*** Opening MATERIALS PROVIDED ***
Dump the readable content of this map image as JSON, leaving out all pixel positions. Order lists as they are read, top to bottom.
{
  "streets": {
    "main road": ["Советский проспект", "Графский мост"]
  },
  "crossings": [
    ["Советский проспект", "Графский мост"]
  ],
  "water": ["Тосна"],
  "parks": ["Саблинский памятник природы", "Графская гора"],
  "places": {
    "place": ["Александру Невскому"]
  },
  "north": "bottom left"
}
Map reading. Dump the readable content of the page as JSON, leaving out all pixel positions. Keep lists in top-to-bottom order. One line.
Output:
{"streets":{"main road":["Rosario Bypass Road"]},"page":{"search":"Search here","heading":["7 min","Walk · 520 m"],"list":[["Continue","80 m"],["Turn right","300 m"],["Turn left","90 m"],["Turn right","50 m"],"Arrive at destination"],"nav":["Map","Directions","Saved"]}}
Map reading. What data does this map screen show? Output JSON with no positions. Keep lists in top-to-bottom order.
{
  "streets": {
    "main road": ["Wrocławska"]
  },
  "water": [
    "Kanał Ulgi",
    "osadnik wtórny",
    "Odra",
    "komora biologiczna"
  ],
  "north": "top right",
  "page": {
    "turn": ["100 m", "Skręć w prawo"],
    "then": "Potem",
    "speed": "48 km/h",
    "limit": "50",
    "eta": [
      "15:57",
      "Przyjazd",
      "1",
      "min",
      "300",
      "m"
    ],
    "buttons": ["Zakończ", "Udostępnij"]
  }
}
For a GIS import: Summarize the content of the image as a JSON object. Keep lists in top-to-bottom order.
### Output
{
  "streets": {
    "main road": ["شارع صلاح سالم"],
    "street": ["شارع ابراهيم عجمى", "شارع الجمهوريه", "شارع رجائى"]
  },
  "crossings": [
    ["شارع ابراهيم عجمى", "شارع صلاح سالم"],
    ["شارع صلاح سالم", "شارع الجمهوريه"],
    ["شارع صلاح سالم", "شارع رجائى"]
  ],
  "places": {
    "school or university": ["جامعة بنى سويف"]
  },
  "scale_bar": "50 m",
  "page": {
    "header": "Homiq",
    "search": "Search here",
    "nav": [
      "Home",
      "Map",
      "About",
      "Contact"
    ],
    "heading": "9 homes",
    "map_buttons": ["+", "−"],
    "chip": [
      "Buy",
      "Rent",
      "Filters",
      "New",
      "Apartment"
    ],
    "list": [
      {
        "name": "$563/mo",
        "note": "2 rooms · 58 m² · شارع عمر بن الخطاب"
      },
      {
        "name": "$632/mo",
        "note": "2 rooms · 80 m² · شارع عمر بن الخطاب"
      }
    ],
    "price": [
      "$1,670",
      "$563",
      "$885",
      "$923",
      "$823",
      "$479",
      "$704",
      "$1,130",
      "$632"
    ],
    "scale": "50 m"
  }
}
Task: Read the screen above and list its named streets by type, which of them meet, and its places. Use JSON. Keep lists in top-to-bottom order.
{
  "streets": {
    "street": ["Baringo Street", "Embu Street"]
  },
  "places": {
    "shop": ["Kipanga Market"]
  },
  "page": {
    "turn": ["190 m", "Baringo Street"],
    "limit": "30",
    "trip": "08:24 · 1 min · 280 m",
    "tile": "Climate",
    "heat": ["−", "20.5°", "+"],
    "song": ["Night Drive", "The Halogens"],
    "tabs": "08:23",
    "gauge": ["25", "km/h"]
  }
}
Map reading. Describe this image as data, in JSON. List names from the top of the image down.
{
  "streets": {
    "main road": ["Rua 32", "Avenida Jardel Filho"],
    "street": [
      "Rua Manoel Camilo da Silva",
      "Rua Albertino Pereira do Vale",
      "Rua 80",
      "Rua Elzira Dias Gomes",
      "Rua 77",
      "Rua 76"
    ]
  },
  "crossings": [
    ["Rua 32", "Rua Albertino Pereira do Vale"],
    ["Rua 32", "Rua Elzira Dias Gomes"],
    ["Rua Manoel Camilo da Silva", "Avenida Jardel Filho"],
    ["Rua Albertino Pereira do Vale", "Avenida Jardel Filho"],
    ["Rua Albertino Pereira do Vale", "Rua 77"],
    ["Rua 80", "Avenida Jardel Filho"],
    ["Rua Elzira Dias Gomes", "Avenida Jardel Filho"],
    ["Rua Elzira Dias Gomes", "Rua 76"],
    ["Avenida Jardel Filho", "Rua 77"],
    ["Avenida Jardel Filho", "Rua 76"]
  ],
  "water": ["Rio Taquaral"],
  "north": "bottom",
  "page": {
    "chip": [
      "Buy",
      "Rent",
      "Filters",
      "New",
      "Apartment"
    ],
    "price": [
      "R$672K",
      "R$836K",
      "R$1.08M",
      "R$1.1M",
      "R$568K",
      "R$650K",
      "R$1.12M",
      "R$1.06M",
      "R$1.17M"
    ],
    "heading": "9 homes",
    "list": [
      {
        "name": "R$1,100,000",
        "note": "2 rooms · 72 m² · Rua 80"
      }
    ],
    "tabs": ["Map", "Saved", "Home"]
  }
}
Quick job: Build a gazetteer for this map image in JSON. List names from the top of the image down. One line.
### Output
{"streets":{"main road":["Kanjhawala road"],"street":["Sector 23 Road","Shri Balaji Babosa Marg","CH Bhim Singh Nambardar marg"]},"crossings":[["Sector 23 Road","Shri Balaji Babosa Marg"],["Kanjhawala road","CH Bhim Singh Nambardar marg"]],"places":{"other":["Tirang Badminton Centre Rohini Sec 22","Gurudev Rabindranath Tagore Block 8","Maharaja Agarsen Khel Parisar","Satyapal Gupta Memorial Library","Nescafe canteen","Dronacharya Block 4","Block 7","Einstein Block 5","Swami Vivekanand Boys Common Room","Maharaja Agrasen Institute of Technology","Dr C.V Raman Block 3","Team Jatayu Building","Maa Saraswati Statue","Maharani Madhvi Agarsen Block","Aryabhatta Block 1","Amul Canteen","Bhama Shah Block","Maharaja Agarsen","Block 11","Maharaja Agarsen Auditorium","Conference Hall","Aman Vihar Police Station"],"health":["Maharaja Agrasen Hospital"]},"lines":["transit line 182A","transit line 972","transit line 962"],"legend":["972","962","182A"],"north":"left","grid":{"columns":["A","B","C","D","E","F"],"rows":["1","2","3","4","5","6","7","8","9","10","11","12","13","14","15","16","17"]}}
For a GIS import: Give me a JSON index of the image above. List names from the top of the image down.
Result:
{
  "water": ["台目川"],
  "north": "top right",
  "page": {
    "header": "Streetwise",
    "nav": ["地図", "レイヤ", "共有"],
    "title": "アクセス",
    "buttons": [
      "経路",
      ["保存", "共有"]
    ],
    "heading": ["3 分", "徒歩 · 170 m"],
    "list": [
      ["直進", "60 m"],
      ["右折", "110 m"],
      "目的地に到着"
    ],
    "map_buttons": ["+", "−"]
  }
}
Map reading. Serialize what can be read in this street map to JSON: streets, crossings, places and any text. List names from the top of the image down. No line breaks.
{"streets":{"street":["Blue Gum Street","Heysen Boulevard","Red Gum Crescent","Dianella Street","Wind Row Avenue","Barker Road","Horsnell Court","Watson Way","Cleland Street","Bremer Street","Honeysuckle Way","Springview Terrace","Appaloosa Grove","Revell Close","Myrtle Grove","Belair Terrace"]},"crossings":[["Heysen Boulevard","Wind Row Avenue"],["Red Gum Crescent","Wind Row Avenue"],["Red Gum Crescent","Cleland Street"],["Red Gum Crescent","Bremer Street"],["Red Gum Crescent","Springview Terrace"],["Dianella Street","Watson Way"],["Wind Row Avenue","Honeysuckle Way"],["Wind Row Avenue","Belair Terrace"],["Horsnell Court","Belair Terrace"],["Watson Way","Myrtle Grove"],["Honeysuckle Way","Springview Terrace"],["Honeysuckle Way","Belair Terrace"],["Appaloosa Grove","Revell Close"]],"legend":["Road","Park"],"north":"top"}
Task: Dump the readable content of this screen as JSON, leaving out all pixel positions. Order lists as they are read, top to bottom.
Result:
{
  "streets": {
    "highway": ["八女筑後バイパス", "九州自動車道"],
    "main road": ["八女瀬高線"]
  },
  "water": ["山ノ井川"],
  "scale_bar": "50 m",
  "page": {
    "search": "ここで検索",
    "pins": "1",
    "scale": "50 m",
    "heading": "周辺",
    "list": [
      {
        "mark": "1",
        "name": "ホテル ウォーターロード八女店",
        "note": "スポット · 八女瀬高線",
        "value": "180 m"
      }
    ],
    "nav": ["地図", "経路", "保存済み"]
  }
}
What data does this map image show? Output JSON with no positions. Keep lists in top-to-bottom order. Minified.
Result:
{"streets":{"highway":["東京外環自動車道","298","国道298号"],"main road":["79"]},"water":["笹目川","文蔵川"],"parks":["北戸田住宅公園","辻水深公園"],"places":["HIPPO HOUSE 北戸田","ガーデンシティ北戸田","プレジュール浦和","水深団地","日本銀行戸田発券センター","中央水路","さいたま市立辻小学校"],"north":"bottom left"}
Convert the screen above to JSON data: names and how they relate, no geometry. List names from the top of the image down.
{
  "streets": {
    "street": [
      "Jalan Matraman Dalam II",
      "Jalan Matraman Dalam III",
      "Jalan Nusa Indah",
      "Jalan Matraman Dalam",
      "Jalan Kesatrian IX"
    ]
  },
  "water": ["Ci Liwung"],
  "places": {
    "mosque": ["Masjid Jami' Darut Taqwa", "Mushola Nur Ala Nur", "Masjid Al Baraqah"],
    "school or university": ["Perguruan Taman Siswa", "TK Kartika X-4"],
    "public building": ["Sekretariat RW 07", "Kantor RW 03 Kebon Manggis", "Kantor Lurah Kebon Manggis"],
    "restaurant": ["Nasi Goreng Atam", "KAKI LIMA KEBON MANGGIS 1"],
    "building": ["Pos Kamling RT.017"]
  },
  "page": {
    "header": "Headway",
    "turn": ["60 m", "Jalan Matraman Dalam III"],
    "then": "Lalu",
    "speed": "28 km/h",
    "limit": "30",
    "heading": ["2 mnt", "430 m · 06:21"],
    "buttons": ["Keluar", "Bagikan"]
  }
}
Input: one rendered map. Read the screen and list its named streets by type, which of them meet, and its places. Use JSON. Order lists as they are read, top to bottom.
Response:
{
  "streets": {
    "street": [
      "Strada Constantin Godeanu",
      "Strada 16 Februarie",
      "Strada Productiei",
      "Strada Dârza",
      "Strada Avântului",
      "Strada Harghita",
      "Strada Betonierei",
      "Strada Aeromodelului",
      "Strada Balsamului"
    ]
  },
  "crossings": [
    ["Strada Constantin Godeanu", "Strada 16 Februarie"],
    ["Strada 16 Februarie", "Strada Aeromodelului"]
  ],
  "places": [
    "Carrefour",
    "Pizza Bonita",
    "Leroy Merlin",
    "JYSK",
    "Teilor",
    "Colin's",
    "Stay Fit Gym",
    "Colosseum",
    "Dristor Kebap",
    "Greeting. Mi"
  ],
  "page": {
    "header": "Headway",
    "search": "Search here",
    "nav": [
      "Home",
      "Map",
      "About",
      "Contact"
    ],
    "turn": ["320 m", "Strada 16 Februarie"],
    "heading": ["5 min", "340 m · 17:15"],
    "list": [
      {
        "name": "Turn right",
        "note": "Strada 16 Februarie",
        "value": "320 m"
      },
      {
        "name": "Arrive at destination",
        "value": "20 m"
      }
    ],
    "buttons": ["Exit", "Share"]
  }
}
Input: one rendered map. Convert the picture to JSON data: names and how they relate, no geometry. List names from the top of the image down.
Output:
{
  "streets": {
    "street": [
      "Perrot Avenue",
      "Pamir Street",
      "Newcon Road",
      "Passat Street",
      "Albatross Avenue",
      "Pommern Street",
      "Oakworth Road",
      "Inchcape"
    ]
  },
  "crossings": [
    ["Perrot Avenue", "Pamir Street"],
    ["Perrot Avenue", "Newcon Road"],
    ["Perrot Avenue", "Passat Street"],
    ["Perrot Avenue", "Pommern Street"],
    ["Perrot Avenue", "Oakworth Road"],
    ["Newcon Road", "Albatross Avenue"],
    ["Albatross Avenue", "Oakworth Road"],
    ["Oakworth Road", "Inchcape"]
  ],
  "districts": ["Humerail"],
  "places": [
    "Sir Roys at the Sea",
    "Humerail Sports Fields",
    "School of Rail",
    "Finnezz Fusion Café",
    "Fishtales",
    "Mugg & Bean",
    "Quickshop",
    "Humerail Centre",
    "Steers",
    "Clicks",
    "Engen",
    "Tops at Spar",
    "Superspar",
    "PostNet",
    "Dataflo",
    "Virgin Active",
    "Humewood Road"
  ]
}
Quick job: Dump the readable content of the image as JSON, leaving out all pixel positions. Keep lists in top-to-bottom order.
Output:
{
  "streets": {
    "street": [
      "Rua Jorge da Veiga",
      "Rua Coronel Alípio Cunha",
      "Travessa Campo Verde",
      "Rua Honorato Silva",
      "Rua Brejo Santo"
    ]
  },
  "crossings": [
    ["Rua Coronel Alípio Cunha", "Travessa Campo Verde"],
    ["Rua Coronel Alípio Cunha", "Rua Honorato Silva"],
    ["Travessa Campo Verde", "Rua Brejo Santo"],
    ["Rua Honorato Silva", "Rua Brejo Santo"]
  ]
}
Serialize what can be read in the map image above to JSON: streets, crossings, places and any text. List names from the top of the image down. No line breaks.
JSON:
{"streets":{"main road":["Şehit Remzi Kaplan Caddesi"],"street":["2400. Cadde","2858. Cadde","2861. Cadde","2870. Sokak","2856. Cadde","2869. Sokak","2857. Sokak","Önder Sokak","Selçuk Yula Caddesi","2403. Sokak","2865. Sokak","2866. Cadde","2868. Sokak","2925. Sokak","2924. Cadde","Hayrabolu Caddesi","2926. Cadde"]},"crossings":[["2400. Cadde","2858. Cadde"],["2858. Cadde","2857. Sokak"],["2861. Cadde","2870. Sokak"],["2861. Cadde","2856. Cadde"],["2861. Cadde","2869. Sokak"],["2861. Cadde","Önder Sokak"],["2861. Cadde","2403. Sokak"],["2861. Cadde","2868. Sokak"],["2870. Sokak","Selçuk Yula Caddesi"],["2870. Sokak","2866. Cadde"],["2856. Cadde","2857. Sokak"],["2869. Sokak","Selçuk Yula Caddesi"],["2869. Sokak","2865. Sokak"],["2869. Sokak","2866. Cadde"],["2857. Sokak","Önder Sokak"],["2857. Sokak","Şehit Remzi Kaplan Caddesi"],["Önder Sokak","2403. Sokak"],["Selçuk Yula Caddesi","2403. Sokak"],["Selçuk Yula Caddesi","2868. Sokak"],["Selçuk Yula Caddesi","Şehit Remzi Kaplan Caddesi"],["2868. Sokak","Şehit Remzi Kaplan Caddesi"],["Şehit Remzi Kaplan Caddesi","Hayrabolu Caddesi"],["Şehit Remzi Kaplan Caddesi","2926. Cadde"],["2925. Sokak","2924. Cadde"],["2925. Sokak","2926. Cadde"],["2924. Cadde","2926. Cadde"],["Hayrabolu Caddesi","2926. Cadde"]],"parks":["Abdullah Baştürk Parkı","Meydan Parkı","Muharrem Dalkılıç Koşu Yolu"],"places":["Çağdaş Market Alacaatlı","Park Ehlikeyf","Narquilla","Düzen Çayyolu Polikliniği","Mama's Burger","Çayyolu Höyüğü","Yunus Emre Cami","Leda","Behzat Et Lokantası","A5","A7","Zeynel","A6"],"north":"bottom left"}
*** Closing MATERIALS PROVIDED ***
TASK OBJECTIVE —
Reproduce exactly the entries above, limited to the lines from the one with "Convert the screen" through the one with "Input: one rendered map. Read", both included.

ANSWER BELOW —
Convert the screen above to JSON data: names and how they relate, no geometry. List names from the top of the image down.
{
  "streets": {
    "street": [
      "Jalan Matraman Dalam II",
      "Jalan Matraman Dalam III",
      "Jalan Nusa Indah",
      "Jalan Matraman Dalam",
      "Jalan Kesatrian IX"
    ]
  },
  "water": ["Ci Liwung"],
  "places": {
    "mosque": ["Masjid Jami' Darut Taqwa", "Mushola Nur Ala Nur", "Masjid Al Baraqah"],
    "school or university": ["Perguruan Taman Siswa", "TK Kartika X-4"],
    "public building": ["Sekretariat RW 07", "Kantor RW 03 Kebon Manggis", "Kantor Lurah Kebon Manggis"],
    "restaurant": ["Nasi Goreng Atam", "KAKI LIMA KEBON MANGGIS 1"],
    "building": ["Pos Kamling RT.017"]
  },
  "page": {
    "header": "Headway",
    "turn": ["60 m", "Jalan Matraman Dalam III"],
    "then": "Lalu",
    "speed": "28 km/h",
    "limit": "30",
    "heading": ["2 mnt", "430 m · 06:21"],
    "buttons": ["Keluar", "Bagikan"]
  }
}
Input: one rendered map. Read the screen and list its named streets by type, which of them meet, and its places. Use JSON. Order lists as they are read, top to bottom.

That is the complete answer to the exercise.